* Collection entries:
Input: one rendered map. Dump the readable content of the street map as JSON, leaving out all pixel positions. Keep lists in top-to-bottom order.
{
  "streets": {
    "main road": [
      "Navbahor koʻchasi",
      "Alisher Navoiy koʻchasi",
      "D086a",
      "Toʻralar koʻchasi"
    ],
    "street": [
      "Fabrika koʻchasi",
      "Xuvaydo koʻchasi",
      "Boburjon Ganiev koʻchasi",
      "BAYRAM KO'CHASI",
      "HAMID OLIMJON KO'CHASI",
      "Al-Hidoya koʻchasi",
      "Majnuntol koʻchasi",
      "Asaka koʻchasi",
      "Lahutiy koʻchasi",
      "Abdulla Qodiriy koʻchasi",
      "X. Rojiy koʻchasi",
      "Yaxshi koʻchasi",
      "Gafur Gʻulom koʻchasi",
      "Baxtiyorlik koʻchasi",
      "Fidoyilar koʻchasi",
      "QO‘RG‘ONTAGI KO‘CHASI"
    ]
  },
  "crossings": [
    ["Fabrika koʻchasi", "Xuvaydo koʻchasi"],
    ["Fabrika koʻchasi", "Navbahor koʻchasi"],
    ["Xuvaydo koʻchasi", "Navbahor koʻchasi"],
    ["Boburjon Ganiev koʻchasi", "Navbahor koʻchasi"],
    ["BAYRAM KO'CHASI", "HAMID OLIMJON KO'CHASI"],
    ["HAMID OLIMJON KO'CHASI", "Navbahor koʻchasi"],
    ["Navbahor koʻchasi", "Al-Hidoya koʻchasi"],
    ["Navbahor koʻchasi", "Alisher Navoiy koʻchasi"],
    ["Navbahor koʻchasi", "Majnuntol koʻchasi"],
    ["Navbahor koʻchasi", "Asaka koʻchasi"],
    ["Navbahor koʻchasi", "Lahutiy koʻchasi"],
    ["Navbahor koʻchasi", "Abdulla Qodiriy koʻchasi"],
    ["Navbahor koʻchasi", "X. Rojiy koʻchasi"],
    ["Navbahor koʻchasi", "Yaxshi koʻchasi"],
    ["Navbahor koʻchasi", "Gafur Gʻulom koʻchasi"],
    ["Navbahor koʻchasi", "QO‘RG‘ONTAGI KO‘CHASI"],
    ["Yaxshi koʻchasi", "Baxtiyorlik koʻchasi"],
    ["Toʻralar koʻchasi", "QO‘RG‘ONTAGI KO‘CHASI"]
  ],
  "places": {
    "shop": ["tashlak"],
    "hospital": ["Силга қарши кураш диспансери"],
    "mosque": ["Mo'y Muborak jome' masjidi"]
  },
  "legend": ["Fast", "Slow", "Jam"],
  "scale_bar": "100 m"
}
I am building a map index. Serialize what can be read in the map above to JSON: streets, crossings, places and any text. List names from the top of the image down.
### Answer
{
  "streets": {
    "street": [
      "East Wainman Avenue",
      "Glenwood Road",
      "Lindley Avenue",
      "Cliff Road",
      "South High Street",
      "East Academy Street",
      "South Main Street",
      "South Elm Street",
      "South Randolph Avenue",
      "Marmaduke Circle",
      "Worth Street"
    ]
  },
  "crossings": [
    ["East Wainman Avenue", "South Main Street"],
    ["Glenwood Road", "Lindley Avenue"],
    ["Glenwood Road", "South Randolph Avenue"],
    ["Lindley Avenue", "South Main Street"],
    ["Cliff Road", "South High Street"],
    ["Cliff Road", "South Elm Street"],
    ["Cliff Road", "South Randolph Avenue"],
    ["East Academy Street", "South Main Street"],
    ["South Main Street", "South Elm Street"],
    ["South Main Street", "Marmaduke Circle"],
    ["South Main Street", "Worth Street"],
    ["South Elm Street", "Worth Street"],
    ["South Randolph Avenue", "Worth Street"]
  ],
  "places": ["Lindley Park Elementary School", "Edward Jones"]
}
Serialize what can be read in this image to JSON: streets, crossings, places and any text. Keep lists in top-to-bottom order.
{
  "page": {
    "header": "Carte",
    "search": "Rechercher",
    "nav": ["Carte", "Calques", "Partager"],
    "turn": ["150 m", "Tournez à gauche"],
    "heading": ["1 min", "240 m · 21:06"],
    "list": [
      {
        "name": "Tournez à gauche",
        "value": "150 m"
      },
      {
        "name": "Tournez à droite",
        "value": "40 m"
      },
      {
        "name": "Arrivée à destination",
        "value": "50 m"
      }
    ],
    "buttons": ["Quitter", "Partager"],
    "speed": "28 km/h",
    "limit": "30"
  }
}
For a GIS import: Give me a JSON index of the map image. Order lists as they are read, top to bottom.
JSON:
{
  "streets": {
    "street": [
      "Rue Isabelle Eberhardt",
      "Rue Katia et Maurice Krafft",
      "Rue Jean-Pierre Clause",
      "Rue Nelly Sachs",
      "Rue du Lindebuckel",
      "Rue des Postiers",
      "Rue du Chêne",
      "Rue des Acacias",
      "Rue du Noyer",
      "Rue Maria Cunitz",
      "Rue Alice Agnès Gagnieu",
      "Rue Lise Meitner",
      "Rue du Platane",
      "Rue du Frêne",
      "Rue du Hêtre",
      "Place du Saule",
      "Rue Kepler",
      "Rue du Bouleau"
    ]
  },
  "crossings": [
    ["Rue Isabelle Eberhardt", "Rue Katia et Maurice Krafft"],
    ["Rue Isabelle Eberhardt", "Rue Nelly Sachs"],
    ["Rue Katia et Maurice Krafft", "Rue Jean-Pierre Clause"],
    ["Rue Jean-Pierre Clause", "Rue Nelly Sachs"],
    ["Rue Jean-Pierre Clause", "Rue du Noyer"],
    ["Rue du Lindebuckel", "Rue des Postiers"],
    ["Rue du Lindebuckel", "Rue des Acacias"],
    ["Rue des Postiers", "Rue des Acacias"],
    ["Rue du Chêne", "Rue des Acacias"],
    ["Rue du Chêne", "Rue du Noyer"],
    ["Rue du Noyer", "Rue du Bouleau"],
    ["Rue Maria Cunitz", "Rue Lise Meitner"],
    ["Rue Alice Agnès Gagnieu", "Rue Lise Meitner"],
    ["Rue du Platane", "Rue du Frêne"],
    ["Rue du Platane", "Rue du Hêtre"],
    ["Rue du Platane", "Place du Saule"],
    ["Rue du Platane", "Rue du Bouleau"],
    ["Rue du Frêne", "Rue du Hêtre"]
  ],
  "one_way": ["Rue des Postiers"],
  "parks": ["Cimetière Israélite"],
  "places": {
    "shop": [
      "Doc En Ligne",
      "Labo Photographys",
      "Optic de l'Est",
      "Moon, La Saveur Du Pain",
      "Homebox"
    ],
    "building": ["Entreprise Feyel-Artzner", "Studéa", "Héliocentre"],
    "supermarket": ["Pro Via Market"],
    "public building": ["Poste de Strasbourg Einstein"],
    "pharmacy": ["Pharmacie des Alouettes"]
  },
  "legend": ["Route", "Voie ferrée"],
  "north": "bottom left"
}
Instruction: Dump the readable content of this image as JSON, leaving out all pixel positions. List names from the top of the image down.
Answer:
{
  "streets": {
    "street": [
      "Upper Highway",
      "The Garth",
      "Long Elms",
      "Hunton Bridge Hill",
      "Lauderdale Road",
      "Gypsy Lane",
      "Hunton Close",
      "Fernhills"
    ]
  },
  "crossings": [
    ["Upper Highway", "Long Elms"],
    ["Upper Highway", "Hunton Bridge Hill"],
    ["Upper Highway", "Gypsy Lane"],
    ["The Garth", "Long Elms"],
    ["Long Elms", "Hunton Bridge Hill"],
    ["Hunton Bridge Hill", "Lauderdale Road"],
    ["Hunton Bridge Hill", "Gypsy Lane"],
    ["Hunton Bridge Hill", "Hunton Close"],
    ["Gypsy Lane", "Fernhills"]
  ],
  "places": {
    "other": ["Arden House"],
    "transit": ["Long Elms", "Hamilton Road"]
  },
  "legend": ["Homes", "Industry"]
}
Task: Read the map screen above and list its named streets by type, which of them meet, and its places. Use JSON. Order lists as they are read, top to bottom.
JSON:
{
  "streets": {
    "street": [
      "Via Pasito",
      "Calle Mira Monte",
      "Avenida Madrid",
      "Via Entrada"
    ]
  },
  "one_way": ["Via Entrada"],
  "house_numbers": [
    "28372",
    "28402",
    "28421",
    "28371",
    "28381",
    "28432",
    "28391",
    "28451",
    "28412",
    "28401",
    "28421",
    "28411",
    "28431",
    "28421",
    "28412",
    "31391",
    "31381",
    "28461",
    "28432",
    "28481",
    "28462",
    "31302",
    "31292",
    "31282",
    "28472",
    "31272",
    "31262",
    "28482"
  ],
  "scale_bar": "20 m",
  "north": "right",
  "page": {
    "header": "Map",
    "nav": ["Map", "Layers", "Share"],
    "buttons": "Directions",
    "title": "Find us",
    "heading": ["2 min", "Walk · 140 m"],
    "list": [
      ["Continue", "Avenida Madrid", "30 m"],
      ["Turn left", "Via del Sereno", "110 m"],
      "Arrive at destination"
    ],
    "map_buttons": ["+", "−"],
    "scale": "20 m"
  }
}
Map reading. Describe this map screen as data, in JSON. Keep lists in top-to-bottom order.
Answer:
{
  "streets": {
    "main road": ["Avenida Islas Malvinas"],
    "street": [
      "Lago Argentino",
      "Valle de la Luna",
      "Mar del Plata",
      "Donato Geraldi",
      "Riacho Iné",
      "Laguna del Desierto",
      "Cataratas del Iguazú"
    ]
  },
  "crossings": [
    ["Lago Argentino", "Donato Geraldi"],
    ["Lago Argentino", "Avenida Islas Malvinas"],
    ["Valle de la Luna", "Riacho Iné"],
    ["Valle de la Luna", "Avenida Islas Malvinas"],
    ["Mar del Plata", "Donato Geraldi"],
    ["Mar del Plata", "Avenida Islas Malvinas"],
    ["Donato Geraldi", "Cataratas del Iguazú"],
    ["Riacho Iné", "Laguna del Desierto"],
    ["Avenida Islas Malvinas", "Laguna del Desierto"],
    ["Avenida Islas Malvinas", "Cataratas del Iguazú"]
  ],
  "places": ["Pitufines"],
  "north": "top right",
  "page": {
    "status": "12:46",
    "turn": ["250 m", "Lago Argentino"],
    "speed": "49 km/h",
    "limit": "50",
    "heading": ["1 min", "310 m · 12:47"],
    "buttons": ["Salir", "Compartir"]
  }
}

* Action item: Give only the lines from the one holding "Instruction: Dump the" through the one holding "Task: Read the", each restated exactly as it appears above.

* Task result:
Instruction: Dump the readable content of this image as JSON, leaving out all pixel positions. List names from the top of the image down.
Answer:
{
  "streets": {
    "street": [
      "Upper Highway",
      "The Garth",
      "Long Elms",
      "Hunton Bridge Hill",
      "Lauderdale Road",
      "Gypsy Lane",
      "Hunton Close",
      "Fernhills"
    ]
  },
  "crossings": [
    ["Upper Highway", "Long Elms"],
    ["Upper Highway", "Hunton Bridge Hill"],
    ["Upper Highway", "Gypsy Lane"],
    ["The Garth", "Long Elms"],
    ["Long Elms", "Hunton Bridge Hill"],
    ["Hunton Bridge Hill", "Lauderdale Road"],
    ["Hunton Bridge Hill", "Gypsy Lane"],
    ["Hunton Bridge Hill", "Hunton Close"],
    ["Gypsy Lane", "Fernhills"]
  ],
  "places": {
    "other": ["Arden House"],
    "transit": ["Long Elms", "Hamilton Road"]
  },
  "legend": ["Homes", "Industry"]
}
Task: Read the map screen above and list its named streets by type, which of them meet, and its places. Use JSON. Order lists as they are read, top to bottom.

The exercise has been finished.